--- START ---
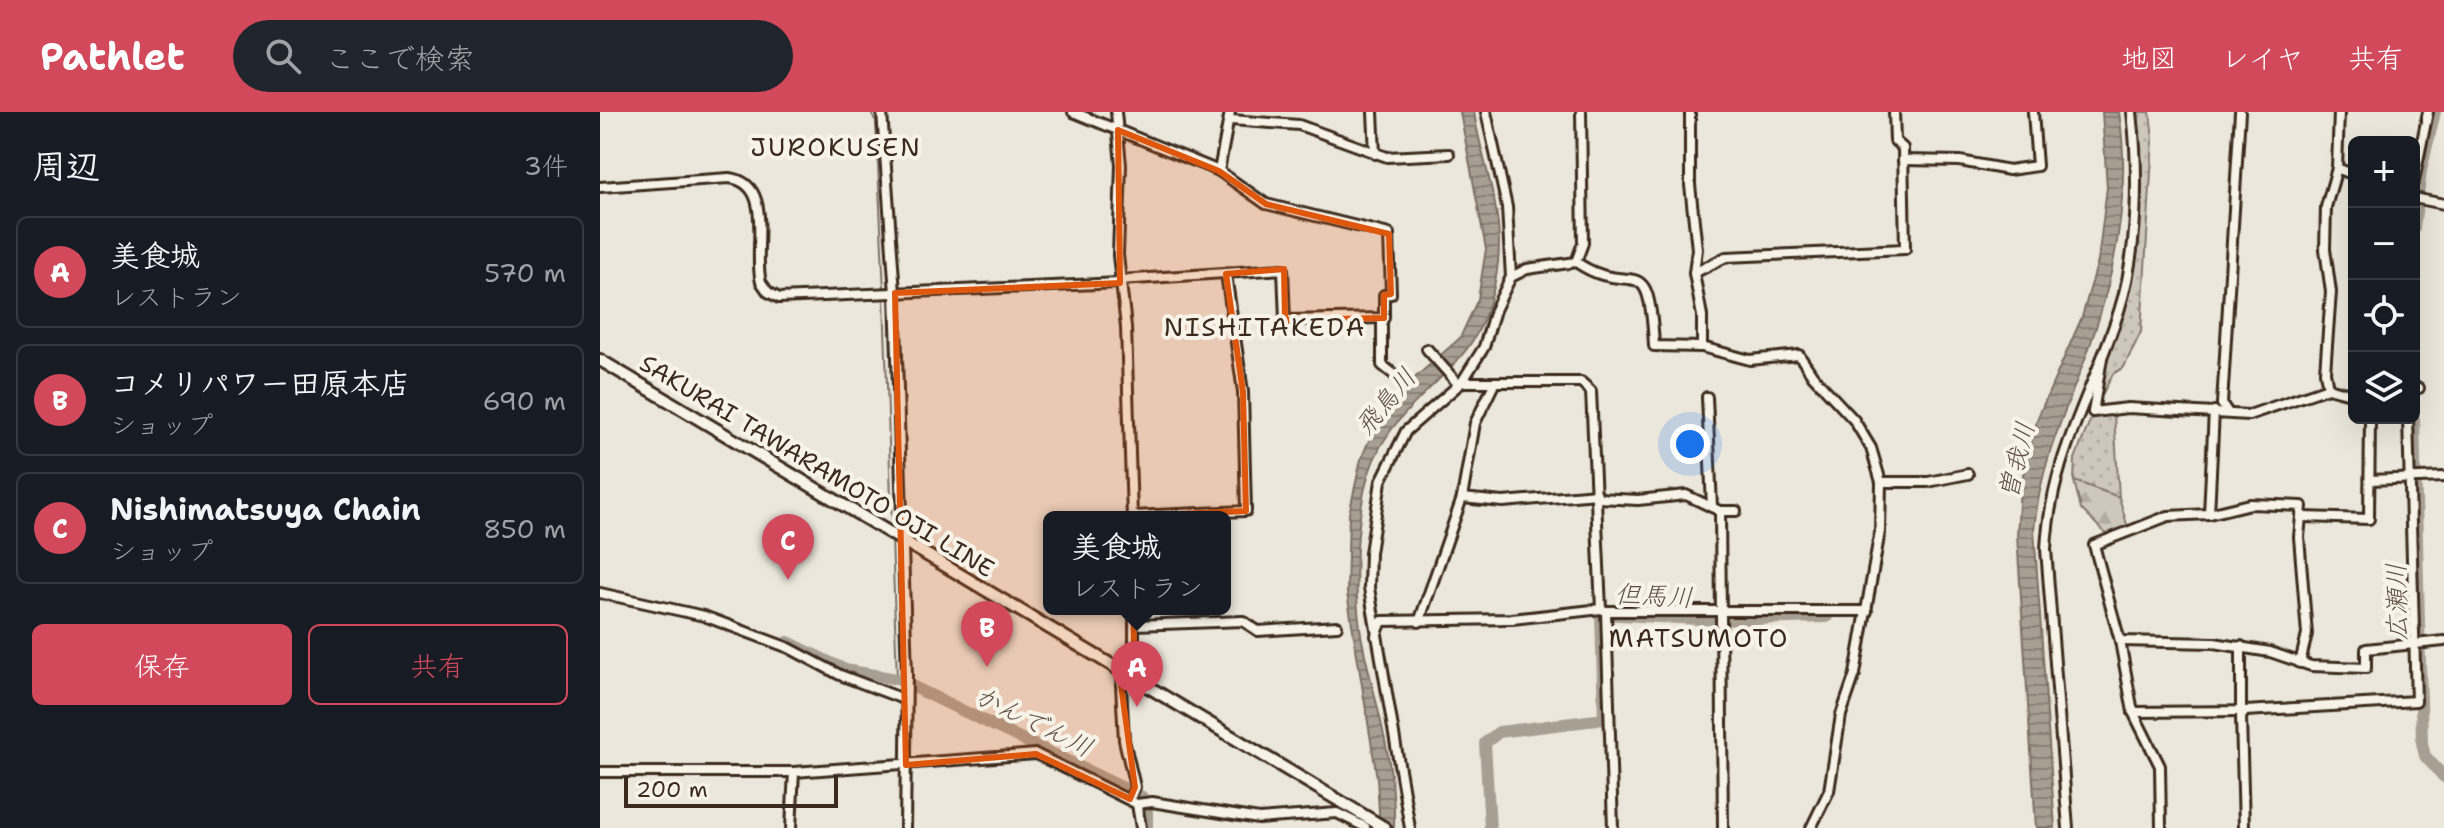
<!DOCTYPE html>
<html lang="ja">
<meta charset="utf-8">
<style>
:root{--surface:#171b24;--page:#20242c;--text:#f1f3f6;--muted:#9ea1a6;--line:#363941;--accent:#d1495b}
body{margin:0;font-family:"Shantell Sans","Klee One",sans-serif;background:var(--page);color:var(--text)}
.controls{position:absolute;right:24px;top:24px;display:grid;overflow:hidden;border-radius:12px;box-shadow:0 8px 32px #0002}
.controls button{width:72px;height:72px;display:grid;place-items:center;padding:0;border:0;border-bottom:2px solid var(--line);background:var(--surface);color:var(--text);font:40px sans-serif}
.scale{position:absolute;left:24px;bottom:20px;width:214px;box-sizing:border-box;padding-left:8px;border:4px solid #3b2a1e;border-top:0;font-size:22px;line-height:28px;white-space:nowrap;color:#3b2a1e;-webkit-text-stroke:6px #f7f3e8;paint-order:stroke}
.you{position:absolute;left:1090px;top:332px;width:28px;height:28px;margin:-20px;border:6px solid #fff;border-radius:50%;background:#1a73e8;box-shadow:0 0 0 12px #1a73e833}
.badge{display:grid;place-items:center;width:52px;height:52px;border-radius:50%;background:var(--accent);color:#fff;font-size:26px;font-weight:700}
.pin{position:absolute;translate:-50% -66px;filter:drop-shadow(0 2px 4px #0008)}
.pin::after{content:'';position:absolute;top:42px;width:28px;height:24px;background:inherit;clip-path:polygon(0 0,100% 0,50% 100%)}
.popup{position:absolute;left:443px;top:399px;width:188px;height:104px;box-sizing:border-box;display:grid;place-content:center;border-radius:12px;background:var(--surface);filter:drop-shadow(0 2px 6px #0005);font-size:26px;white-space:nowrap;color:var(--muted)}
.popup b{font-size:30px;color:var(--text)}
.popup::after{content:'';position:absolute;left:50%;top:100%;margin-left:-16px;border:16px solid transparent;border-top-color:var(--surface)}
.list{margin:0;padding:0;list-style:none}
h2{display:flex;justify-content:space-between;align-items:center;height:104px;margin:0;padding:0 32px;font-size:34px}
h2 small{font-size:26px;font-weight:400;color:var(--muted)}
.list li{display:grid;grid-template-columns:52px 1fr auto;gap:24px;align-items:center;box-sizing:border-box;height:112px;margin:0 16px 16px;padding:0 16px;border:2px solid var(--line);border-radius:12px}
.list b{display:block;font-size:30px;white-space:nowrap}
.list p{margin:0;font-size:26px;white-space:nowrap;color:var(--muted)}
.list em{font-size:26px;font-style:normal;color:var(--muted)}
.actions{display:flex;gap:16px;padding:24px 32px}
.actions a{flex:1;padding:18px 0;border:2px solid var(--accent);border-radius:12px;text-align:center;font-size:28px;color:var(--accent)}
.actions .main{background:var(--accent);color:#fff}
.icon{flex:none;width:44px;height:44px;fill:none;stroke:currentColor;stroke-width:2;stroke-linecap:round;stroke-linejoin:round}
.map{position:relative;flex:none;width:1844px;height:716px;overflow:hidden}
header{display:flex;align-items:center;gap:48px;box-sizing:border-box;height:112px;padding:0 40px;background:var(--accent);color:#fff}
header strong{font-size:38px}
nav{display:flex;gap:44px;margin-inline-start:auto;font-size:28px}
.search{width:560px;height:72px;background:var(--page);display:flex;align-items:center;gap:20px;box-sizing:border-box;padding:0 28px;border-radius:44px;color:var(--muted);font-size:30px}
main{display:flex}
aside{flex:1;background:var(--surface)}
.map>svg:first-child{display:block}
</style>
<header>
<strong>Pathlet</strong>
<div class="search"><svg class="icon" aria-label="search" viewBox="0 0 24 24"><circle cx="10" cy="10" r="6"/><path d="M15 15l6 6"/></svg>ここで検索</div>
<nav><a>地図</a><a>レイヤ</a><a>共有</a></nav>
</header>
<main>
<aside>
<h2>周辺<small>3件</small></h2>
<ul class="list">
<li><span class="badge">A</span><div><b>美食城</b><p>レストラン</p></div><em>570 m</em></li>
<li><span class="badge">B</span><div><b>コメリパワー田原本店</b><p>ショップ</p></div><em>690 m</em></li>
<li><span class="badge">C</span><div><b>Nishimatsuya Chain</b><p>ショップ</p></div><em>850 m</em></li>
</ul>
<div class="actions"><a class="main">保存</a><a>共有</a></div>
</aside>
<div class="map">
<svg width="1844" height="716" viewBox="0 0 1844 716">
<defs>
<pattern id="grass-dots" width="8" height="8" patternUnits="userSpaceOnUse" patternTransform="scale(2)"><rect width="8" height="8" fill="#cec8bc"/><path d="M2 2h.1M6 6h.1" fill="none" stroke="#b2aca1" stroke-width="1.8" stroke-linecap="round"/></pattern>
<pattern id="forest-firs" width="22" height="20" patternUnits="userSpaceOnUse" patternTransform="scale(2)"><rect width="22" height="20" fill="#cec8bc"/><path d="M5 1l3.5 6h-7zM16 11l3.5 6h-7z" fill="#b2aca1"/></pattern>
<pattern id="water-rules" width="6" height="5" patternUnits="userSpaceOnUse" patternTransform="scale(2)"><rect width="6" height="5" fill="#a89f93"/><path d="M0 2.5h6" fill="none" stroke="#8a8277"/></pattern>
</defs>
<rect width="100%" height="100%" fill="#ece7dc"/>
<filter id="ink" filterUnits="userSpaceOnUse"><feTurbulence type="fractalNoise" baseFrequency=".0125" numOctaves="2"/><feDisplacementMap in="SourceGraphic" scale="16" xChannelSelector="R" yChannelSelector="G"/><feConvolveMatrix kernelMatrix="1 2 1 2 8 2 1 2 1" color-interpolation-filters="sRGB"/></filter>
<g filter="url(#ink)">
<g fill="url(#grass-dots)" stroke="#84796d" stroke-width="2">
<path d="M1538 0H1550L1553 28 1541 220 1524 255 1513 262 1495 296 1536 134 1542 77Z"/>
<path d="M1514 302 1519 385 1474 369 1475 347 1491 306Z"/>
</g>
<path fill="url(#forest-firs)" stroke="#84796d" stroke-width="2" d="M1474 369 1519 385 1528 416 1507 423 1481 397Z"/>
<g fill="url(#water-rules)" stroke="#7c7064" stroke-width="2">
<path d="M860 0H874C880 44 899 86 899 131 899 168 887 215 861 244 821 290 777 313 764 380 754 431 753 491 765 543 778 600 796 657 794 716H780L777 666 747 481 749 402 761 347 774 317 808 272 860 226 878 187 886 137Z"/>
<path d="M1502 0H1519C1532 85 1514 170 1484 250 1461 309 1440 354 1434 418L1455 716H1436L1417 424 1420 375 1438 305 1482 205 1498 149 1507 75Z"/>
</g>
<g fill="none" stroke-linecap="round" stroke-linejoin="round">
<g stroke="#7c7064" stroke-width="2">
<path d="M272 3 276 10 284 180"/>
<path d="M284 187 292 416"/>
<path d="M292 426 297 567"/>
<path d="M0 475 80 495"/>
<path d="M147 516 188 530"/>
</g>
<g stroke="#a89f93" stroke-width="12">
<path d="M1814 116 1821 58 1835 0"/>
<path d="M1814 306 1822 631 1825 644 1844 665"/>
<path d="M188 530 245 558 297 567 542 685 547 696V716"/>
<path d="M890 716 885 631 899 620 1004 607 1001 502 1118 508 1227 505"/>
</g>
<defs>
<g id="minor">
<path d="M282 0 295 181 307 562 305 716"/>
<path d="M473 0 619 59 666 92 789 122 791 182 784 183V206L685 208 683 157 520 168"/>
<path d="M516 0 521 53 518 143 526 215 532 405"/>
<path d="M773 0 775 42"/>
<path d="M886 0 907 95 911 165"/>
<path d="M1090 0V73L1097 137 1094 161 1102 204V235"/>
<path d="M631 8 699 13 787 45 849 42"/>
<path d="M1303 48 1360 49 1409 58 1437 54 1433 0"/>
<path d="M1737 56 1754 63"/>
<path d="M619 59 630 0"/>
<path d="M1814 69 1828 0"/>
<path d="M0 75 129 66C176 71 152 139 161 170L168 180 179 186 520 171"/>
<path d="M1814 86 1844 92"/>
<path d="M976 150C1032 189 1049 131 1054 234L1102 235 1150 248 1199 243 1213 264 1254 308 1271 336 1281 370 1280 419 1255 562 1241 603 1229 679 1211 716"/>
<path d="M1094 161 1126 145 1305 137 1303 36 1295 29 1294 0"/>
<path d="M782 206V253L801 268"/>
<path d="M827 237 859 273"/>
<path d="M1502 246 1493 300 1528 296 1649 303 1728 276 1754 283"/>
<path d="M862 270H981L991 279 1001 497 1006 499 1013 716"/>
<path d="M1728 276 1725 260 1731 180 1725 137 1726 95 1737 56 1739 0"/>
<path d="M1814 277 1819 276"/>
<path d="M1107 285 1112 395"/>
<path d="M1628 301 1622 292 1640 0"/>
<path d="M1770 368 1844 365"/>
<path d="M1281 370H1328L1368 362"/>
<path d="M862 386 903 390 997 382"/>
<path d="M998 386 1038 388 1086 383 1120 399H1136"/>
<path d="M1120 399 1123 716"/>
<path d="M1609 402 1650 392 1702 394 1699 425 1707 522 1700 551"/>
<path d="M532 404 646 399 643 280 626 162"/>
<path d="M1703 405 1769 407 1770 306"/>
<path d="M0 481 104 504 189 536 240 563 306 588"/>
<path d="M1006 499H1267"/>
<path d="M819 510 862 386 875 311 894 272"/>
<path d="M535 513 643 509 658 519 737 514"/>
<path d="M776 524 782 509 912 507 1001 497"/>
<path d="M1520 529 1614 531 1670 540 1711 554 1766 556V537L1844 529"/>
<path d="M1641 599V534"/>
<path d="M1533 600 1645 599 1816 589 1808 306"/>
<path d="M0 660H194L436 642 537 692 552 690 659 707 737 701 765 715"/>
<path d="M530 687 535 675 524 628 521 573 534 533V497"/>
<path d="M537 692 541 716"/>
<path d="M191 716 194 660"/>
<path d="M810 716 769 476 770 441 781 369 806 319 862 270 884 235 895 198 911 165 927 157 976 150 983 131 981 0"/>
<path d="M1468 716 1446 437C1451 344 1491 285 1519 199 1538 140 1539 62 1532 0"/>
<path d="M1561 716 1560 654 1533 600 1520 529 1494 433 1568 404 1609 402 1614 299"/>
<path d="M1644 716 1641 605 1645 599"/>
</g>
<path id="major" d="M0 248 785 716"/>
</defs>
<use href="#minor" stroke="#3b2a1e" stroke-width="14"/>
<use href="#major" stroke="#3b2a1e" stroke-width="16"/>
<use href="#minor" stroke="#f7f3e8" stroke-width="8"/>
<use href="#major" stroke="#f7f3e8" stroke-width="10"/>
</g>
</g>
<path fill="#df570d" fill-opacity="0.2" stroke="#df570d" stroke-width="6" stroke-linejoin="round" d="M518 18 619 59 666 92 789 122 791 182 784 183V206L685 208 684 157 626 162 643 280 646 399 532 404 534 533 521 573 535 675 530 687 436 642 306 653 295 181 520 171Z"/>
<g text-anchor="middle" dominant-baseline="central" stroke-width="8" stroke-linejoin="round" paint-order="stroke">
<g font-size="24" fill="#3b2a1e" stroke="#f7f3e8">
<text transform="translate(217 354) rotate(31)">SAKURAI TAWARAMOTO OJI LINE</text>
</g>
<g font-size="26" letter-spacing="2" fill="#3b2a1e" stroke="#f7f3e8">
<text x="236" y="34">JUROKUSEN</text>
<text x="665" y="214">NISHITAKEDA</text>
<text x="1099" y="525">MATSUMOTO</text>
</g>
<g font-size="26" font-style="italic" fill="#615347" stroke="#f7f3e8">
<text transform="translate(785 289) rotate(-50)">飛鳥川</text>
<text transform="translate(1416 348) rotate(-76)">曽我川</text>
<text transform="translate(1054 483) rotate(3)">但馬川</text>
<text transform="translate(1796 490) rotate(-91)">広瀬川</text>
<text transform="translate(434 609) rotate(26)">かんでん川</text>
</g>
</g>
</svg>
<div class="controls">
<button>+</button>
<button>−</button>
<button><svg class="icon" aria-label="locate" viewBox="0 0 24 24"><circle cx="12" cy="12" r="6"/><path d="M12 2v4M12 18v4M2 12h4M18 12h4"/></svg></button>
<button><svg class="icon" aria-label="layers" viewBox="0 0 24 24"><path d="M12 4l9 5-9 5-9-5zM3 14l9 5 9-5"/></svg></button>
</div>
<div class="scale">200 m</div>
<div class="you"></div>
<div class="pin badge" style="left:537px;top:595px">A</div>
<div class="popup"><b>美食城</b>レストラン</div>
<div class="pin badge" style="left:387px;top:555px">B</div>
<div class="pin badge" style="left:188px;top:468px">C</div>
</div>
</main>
--- END ---
Problem details:
Using the material above, report each line where "solid" occurs.

Finished task:
.controls button{width:72px;height:72px;display:grid;place-items:center;padding:0;border:0;border-bottom:2px solid var(--line);background:var(--surface);color:var(--text);font:40px sans-serif}
.scale{position:absolute;left:24px;bottom:20px;width:214px;box-sizing:border-box;padding-left:8px;border:4px solid #3b2a1e;border-top:0;font-size:22px;line-height:28px;white-space:nowrap;color:#3b2a1e;-webkit-text-stroke:6px #f7f3e8;paint-order:stroke}
.you{position:absolute;left:1090px;top:332px;width:28px;height:28px;margin:-20px;border:6px solid #fff;border-radius:50%;background:#1a73e8;box-shadow:0 0 0 12px #1a73e833}
.popup::after{content:'';position:absolute;left:50%;top:100%;margin-left:-16px;border:16px solid transparent;border-top-color:var(--surface)}
.list li{display:grid;grid-template-columns:52px 1fr auto;gap:24px;align-items:center;box-sizing:border-box;height:112px;margin:0 16px 16px;padding:0 16px;border:2px solid var(--line);border-radius:12px}
.actions a{flex:1;padding:18px 0;border:2px solid var(--accent);border-radius:12px;text-align:center;font-size:28px;color:var(--accent)}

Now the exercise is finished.